## The Forum for Discussion about The Third Manifesto and Related Matters

Forum breadcrumbs - You are here:
Please or Register to create posts and topics.

# Relations as sets of columns

Quote from Erwin on April 15, 2021, 3:13 pm
Quote from Vadim on April 14, 2021, 4:54 pm

As you have mentioned, a relation is not really a set, but a pair of header and body, each considered to be a set. Again, this traditional view has been challenged (or complemented) by the "columnar" database community, which considers a relation as a set of columns. There has to be conforming condition when "gluing" columns to construct relations of higher arity, of course, but the situation is similar to requiring tuples to match in conventional database theory.

I'll take one more step, and suggest that using "a set of" in database foundation is problematic. First of all, tuple- and column- perspectives clearly disagree what the set structure of a relation is. Second, mathematics field gradually shifted from emphasizing object's set structure to categorical view. Technically speaking, only some categories are structured sets. It would be interesting to formalize database relations in terms of objects and arrows, and I wonder if David Spivak's database category is the right one.

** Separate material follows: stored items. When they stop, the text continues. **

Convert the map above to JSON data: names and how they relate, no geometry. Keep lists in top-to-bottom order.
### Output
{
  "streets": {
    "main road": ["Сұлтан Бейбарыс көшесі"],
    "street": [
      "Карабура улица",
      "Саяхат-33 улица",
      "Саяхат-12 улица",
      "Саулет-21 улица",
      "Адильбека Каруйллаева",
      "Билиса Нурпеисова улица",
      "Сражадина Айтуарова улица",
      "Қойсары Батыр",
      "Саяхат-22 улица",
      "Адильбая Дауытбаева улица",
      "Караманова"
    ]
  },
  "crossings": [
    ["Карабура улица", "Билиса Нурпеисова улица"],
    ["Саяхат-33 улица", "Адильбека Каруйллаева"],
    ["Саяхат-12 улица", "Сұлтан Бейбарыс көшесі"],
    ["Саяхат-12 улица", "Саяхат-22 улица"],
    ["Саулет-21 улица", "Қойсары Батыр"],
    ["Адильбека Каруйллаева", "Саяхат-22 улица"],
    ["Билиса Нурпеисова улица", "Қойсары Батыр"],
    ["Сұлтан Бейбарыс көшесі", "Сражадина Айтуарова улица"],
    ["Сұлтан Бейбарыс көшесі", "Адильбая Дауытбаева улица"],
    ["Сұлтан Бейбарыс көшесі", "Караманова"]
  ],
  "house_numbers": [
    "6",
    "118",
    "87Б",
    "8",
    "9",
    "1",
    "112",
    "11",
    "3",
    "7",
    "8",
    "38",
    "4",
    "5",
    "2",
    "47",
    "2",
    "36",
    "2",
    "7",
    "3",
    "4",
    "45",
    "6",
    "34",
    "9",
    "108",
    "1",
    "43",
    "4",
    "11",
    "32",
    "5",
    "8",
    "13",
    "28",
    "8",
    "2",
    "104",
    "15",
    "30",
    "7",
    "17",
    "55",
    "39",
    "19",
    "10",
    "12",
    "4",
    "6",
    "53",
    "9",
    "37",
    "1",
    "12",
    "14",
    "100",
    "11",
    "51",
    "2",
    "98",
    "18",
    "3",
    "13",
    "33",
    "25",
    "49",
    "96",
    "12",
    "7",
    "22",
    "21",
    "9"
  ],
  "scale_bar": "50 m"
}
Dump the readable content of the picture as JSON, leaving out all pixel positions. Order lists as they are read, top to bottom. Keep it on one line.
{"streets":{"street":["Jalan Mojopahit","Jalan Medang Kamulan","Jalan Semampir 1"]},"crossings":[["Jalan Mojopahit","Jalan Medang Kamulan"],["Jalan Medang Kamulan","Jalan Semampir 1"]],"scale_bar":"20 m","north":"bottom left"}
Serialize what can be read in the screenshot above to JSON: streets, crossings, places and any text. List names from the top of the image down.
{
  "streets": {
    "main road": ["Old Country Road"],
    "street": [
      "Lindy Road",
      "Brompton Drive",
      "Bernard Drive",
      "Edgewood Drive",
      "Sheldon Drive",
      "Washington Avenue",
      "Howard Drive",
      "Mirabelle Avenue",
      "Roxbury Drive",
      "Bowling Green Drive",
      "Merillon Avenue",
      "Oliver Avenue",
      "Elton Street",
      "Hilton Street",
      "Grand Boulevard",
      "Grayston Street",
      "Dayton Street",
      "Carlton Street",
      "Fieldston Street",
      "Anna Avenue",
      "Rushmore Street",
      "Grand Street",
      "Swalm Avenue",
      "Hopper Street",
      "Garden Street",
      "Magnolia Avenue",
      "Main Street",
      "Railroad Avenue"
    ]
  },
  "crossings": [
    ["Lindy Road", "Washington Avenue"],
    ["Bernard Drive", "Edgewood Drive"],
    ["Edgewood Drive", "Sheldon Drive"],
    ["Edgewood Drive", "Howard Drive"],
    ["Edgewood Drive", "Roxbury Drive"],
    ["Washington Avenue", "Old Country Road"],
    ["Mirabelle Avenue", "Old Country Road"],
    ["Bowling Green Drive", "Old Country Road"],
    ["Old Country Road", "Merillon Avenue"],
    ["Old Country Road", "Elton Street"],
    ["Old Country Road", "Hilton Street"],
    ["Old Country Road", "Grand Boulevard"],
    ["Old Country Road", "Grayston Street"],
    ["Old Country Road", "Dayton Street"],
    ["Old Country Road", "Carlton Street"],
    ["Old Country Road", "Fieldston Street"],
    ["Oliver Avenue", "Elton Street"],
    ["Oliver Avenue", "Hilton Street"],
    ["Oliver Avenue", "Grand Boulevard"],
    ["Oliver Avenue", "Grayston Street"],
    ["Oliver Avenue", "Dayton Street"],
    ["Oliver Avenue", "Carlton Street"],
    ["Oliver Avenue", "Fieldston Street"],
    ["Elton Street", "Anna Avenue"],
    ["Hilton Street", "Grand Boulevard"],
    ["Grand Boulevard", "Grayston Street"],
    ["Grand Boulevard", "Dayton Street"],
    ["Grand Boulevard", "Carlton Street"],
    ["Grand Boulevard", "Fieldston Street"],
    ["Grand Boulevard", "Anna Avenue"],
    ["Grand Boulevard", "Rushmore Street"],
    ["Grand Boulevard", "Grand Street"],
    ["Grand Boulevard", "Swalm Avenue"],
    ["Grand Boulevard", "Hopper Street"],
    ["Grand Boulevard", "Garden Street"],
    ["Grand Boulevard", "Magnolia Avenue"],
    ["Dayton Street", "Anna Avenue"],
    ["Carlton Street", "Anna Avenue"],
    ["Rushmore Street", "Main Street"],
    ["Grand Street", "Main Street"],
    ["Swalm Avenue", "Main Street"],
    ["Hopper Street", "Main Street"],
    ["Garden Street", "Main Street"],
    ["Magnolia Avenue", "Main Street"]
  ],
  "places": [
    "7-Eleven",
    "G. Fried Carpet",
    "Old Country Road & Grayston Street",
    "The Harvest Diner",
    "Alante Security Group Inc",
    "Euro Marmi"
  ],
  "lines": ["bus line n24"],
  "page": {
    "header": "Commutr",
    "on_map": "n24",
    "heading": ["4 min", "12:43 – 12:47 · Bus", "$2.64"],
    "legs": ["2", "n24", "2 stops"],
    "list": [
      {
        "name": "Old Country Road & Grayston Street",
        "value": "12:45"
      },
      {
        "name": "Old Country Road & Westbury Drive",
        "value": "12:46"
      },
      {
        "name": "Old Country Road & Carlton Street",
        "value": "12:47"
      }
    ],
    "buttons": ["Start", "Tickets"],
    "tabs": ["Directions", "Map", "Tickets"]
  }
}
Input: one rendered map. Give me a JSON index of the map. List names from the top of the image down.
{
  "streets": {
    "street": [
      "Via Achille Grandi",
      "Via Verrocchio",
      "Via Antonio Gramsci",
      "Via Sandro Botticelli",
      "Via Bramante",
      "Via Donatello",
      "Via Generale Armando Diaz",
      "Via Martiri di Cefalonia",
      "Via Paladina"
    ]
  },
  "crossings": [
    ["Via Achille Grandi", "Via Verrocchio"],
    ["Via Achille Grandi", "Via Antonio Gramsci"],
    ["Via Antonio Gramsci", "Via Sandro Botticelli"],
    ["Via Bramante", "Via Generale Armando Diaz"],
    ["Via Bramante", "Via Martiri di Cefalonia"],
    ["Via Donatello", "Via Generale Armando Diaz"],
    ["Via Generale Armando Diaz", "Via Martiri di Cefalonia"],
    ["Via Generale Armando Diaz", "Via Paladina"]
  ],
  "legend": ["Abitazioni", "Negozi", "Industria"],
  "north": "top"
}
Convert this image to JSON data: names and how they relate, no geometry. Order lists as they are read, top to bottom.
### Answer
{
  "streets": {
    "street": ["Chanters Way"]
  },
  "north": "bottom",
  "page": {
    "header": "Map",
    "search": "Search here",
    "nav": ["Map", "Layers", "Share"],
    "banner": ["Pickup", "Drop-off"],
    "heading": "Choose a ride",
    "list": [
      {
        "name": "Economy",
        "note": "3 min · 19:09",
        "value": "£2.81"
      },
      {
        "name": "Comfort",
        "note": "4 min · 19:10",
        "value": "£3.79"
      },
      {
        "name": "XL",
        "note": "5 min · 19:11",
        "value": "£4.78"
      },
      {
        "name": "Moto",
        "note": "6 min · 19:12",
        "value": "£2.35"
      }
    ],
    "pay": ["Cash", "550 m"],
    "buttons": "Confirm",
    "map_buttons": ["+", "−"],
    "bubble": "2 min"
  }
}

I'm wondering what the "guaranteed access rule" would look like in such a "columnar perspective".  You cannot in any way refer to "that unique tuple which has some particular given [combination of] key attribute value[s] because both "combinations of key values" and tuples themselves are inherently undefinable and can only be introduced if you first reconstitute the relation [or the relational structure] from the "columns".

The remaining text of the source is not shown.